City Symphonies are poetic, experimental documentaries that present a portrait of daily life within a city while also attempting to capture a part of the cities spirit. These documentaries belong almost entirely in one decade, the 1920 was where the genre of city symphonies was born. The silent films were split almost in two where they could either celebrate the splendor of a city or they could highlight the degradation within it. As the films had no plot or actors their structure and movement throughout are based on the music of orchestral symphonies as well as the hours of the day to move the film on, this was a new style of film that didn’t use the dynamics of narrative pacing like most of its predecessors.
City Symphonies typically use juxtaposition to create contrasts or pointed comparisons between images and scenes. Such as the director of ‘Berlin: Symphony of a Great City (1927)’ Walter Ruttmann cuts from a mannequin displaying lingerie in a shop window, to theatreland where chorus girls are preparing to go onstage in their alluring costumes. Though this technique was used in Soviet films for didactic reasons, Ruttmann’s vision was clear and his motivation was to simply capture art rather than politics. He said “I had the idea of making something out of life, of creating a symphonic film out the millions of energies that comprise the life of a big city”.

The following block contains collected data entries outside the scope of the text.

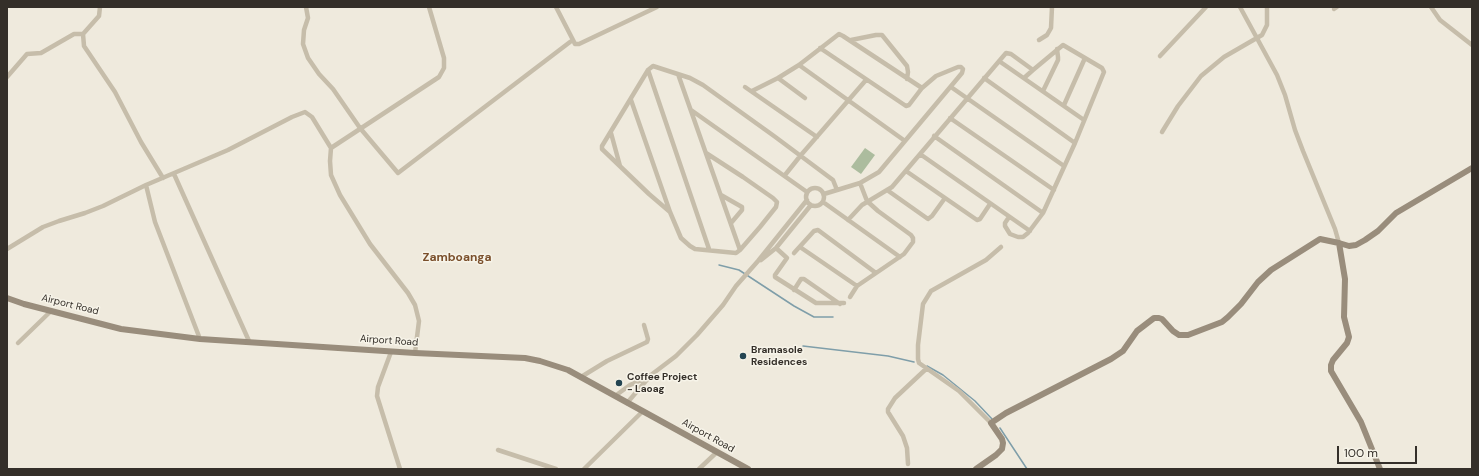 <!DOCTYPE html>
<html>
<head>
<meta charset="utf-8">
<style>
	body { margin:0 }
	#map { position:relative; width:1479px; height:476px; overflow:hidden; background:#efeadd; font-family:"DM Sans",sans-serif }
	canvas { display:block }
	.frame { position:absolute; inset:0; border:8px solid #342f29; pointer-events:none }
	.scale { position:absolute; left:1337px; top:446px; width:80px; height:18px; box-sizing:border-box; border:2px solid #342f29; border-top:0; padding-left:5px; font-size:12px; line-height:14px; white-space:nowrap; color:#342f29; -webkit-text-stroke:3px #f7f4e9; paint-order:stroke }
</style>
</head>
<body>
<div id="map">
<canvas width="1479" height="476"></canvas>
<div class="frame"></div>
<div class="scale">100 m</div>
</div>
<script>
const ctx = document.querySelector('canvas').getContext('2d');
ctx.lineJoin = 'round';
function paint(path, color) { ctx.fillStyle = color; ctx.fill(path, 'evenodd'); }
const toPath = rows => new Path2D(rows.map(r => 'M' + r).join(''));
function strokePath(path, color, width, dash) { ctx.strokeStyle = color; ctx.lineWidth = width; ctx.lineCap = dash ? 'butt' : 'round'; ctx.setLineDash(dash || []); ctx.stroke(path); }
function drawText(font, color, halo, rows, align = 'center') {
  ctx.font = font + ' "DM Sans",sans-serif'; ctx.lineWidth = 3; ctx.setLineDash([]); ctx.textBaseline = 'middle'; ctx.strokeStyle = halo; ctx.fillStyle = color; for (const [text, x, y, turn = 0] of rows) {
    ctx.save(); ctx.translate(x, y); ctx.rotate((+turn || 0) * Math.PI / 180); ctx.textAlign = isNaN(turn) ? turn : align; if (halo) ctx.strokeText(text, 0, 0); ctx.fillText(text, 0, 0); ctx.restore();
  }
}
const green = toPath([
	[865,148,875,155,861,174,851,167]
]);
const stream = toPath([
	[719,265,739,270,794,306,814,317,833,317],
	[803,346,888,356,914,362],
	[927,366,943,375,975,401,992,419],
	[1000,428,1027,469]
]);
const street = toPath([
	[100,7,99,16,83,34,84,46,115,92,141,142,163,178],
	[306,7,308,18,304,30,303,44,308,58,319,74,333,89,360,128,398,173,570,42,573,40,575,44,579,44,657,7],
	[556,7,573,40],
	[1240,7,1277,75,1285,95,1295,130,1303,151,1335,229,1339,243],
	[1431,7,1440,20,1472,45],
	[1334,9,1337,7],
	[851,40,876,35,882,35,907,66,908,72,907,79],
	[1039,40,1047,35,1051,28,1052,7],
	[820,48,906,106,909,105,922,88,936,76,958,67,961,67,963,69,962,73,879,172,860,183,824,194],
	[1160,56,1206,7],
	[999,61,1084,120],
	[799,65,905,141],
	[648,70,709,249],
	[678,74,740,250],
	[7,77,27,54,41,53,74,34,83,34],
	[778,78,805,98],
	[984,78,1075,143],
	[745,87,817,137],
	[951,87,1064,166],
	[752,91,778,78,799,65,839,34,843,36,922,88],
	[1043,91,1058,60,1058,57,1057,49],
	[631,100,670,212,681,238,690,246,695,249,736,253,740,250,760,227,776,207,777,202,773,198,743,177,706,153],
	[1064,105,1085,58],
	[691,110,807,192],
	[950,118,1054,190],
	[1162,132,1178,106,1201,76,1224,57,1262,35,1267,25,1267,7],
	[611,133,620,166],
	[934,136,1043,213],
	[331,148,439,77,444,68,444,58,429,7],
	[920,154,1030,231],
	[906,171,977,220,980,219,990,204],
	[174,174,249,341],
	[785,175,801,155,866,80],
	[146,185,155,222,200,339],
	'806 197a9 9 0 1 1 18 0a9 9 0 1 1-18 0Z',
	[887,190,928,219,932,216,945,198],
	[721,195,742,207,742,210,731,223],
	[823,202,900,257],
	[670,212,649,194,602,149,602,146,648,70,653,66,690,78,703,85,774,136,833,180,837,190],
	[1009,217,1005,223,1005,226,1010,234,1018,237,1023,237,1028,233,1043,213,1075,143,1104,72,1102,68,1063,45,1033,70,1024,78],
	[848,220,862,205,892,187,1006,53,1011,54,1033,70],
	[800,247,857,286],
	[776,248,787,258,775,275,775,277,816,303,844,303],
	[7,249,43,227,59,221,85,213,103,206,146,185,228,150,292,117,305,112,312,117,331,148,330,161,331,175,340,195,370,244,408,293,415,305,419,321,415,353],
	[794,253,814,231,818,230,876,273],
	[761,260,776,248,811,205],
	[794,290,801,279,804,279,840,304],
	[850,297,857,286,904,254,913,242,913,238,911,235,878,211,867,201,860,183],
	[18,343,51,311],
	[391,352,378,387,377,396,400,469],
	[581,377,607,361,647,342,648,339,644,325],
	[615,396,630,385,650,376],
	[627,403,651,375,676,356,697,335,723,305,736,286,758,261,807,200],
	[991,423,959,391,919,363,918,359,918,345,923,304,931,291,986,260,1001,247],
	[498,450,556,469],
	[908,464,907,448,903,436,888,412,888,409,895,398,926,369],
	[584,469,643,411],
	[699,469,717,452]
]);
const secondary = toPath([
	[1339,243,1349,246,1356,245,1365,240,1378,231,1396,213,1472,168],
	[7,298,24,304,121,329,200,339,415,353,525,358,540,361,568,370,748,469],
	[976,469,996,455,1002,449,1003,443,1002,439,991,423,1006,413,1111,359,1123,351,1137,331,1154,318,1159,318,1162,319,1173,331,1179,335,1188,335,1222,322,1228,317,1241,304,1258,282,1271,270,1320,239,1339,243,1345,279,1344,317,1349,337,1347,343,1333,360,1331,365,1331,371,1361,422,1380,469]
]);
const markers = [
	[743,356,4,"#234451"],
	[619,383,4,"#234451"]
];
const streetNames = [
	["Airport Road",70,305,14],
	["Airport Road",389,341,4],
	["Airport Road",708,436,29]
];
const poiNames = [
	["Bramasole",751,350],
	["Residences",751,362],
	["Coffee Project",627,377],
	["- Laoag",627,389]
];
const quarterNames = [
	["Zamboanga",457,258]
];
paint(green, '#acbc9e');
strokePath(stream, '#7f9ea9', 1.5);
strokePath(street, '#c6bdaa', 4.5);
strokePath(secondary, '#998d7c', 6);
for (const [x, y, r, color] of markers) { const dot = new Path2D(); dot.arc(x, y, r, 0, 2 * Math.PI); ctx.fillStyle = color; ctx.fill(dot); strokePath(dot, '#f7f4e9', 1.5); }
drawText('10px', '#342f29', '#f7f4e9', streetNames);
drawText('bold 10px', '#342f29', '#f7f4e9', poiNames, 'left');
drawText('bold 12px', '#7a4f2b', '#f7f4e9', quarterNames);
</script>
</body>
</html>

When watched today the symphonies offer an amazing snapshot the cities but also glimpses of what life was like in the time of which it was made. In early cinema this genre was depicted as both an externally experienced spectacle as well as an internal rhythm, thus creating a dual sense of anonymity and intimacy. Baudelaire described it as “a kaleidoscope gifted with consciousness, responding to each one of its movements and reproducing the multiplicity of life […] he is an ‘I’ with an insatiable appetite for the ‘non-I’”.
City Symphonies are as invokable beautiful as they are due to the cameras equivocal ability to visualize the potential alienation of a city, but also its interdependency. The two main aspects that make a city symphony are, the historical importance and the playfulness of form, which make them so fresh and appealing even after 100 years. In a world which is widely dominated by commercial, fictional films it is important to keep the medium of cinema alive by creating films of this kind because, however we wish to define the genre of city symphonies, they offer us a vital, unobstructed and vivid records of time gone by.